### Source material

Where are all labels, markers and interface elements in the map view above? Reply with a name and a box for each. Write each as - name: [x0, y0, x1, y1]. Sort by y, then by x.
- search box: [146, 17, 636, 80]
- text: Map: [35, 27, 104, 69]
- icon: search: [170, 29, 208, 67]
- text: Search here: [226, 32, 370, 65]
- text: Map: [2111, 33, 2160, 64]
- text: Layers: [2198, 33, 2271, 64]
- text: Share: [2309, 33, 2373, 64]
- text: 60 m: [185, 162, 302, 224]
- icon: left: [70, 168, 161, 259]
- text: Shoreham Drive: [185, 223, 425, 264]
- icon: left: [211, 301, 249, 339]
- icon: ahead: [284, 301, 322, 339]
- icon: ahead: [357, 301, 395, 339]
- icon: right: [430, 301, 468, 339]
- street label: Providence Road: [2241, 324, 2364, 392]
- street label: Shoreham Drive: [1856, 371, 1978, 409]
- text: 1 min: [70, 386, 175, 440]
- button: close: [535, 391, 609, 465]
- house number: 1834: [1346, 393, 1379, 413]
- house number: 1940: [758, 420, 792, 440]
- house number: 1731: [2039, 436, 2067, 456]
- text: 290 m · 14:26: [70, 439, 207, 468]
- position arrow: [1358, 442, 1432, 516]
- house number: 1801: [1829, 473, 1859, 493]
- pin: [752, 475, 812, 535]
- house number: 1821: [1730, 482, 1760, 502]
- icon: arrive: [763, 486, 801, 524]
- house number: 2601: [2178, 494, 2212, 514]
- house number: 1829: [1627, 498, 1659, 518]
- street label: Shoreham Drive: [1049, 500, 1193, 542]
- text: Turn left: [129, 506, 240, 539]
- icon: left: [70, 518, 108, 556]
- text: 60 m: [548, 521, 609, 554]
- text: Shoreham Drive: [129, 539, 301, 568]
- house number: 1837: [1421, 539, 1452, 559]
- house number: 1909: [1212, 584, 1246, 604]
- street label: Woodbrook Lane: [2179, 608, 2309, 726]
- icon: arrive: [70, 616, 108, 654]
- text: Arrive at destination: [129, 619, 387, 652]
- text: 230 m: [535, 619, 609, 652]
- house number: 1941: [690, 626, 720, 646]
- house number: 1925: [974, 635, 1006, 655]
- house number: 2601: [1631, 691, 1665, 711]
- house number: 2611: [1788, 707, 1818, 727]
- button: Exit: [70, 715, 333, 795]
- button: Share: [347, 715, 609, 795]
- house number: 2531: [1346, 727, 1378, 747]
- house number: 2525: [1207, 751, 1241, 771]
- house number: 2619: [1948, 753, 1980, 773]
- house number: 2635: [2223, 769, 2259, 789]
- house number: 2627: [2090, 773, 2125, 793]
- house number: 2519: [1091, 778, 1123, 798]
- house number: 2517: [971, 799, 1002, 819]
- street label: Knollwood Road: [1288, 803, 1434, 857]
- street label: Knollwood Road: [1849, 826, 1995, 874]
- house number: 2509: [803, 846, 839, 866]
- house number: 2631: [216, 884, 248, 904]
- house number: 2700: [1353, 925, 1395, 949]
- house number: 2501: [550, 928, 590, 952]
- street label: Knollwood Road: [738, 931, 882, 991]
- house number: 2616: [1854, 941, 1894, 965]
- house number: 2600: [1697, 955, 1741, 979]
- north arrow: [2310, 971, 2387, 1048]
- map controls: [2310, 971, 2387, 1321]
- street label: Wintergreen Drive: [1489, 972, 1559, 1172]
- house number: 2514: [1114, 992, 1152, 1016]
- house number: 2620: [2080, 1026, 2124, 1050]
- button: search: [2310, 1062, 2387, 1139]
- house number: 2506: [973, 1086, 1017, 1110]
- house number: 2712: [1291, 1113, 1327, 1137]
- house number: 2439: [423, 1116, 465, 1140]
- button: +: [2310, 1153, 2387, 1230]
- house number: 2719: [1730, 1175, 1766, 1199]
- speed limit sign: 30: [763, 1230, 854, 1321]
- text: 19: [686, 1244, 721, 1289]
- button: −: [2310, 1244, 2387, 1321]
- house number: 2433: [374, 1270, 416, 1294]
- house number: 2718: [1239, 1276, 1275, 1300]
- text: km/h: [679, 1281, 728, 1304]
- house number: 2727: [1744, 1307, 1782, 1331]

######

Aim of the task =>
Each entry should be duplicated exactly as it was given.

Solution below =>
Where are all labels, markers and interface elements in the map view above? Reply with a name and a box for each. Write each as - name: [x0, y0, x1, y1]. Sort by y, then by x.
- search box: [146, 17, 636, 80]
- text: Map: [35, 27, 104, 69]
- icon: search: [170, 29, 208, 67]
- text: Search here: [226, 32, 370, 65]
- text: Map: [2111, 33, 2160, 64]
- text: Layers: [2198, 33, 2271, 64]
- text: Share: [2309, 33, 2373, 64]
- text: 60 m: [185, 162, 302, 224]
- icon: left: [70, 168, 161, 259]
- text: Shoreham Drive: [185, 223, 425, 264]
- icon: left: [211, 301, 249, 339]
- icon: ahead: [284, 301, 322, 339]
- icon: ahead: [357, 301, 395, 339]
- icon: right: [430, 301, 468, 339]
- street label: Providence Road: [2241, 324, 2364, 392]
- street label: Shoreham Drive: [1856, 371, 1978, 409]
- text: 1 min: [70, 386, 175, 440]
- button: close: [535, 391, 609, 465]
- house number: 1834: [1346, 393, 1379, 413]
- house number: 1940: [758, 420, 792, 440]
- house number: 1731: [2039, 436, 2067, 456]
- text: 290 m · 14:26: [70, 439, 207, 468]
- position arrow: [1358, 442, 1432, 516]
- house number: 1801: [1829, 473, 1859, 493]
- pin: [752, 475, 812, 535]
- house number: 1821: [1730, 482, 1760, 502]
- icon: arrive: [763, 486, 801, 524]
- house number: 2601: [2178, 494, 2212, 514]
- house number: 1829: [1627, 498, 1659, 518]
- street label: Shoreham Drive: [1049, 500, 1193, 542]
- text: Turn left: [129, 506, 240, 539]
- icon: left: [70, 518, 108, 556]
- text: 60 m: [548, 521, 609, 554]
- text: Shoreham Drive: [129, 539, 301, 568]
- house number: 1837: [1421, 539, 1452, 559]
- house number: 1909: [1212, 584, 1246, 604]
- street label: Woodbrook Lane: [2179, 608, 2309, 726]
- icon: arrive: [70, 616, 108, 654]
- text: Arrive at destination: [129, 619, 387, 652]
- text: 230 m: [535, 619, 609, 652]
- house number: 1941: [690, 626, 720, 646]
- house number: 1925: [974, 635, 1006, 655]
- house number: 2601: [1631, 691, 1665, 711]
- house number: 2611: [1788, 707, 1818, 727]
- button: Exit: [70, 715, 333, 795]
- button: Share: [347, 715, 609, 795]
- house number: 2531: [1346, 727, 1378, 747]
- house number: 2525: [1207, 751, 1241, 771]
- house number: 2619: [1948, 753, 1980, 773]
- house number: 2635: [2223, 769, 2259, 789]
- house number: 2627: [2090, 773, 2125, 793]
- house number: 2519: [1091, 778, 1123, 798]
- house number: 2517: [971, 799, 1002, 819]
- street label: Knollwood Road: [1288, 803, 1434, 857]
- street label: Knollwood Road: [1849, 826, 1995, 874]
- house number: 2509: [803, 846, 839, 866]
- house number: 2631: [216, 884, 248, 904]
- house number: 2700: [1353, 925, 1395, 949]
- house number: 2501: [550, 928, 590, 952]
- street label: Knollwood Road: [738, 931, 882, 991]
- house number: 2616: [1854, 941, 1894, 965]
- house number: 2600: [1697, 955, 1741, 979]
- north arrow: [2310, 971, 2387, 1048]
- map controls: [2310, 971, 2387, 1321]
- street label: Wintergreen Drive: [1489, 972, 1559, 1172]
- house number: 2514: [1114, 992, 1152, 1016]
- house number: 2620: [2080, 1026, 2124, 1050]
- button: search: [2310, 1062, 2387, 1139]
- house number: 2506: [973, 1086, 1017, 1110]
- house number: 2712: [1291, 1113, 1327, 1137]
- house number: 2439: [423, 1116, 465, 1140]
- button: +: [2310, 1153, 2387, 1230]
- house number: 2719: [1730, 1175, 1766, 1199]
- speed limit sign: 30: [763, 1230, 854, 1321]
- text: 19: [686, 1244, 721, 1289]
- button: −: [2310, 1244, 2387, 1321]
- house number: 2433: [374, 1270, 416, 1294]
- house number: 2718: [1239, 1276, 1275, 1300]
- text: km/h: [679, 1281, 728, 1304]
- house number: 2727: [1744, 1307, 1782, 1331]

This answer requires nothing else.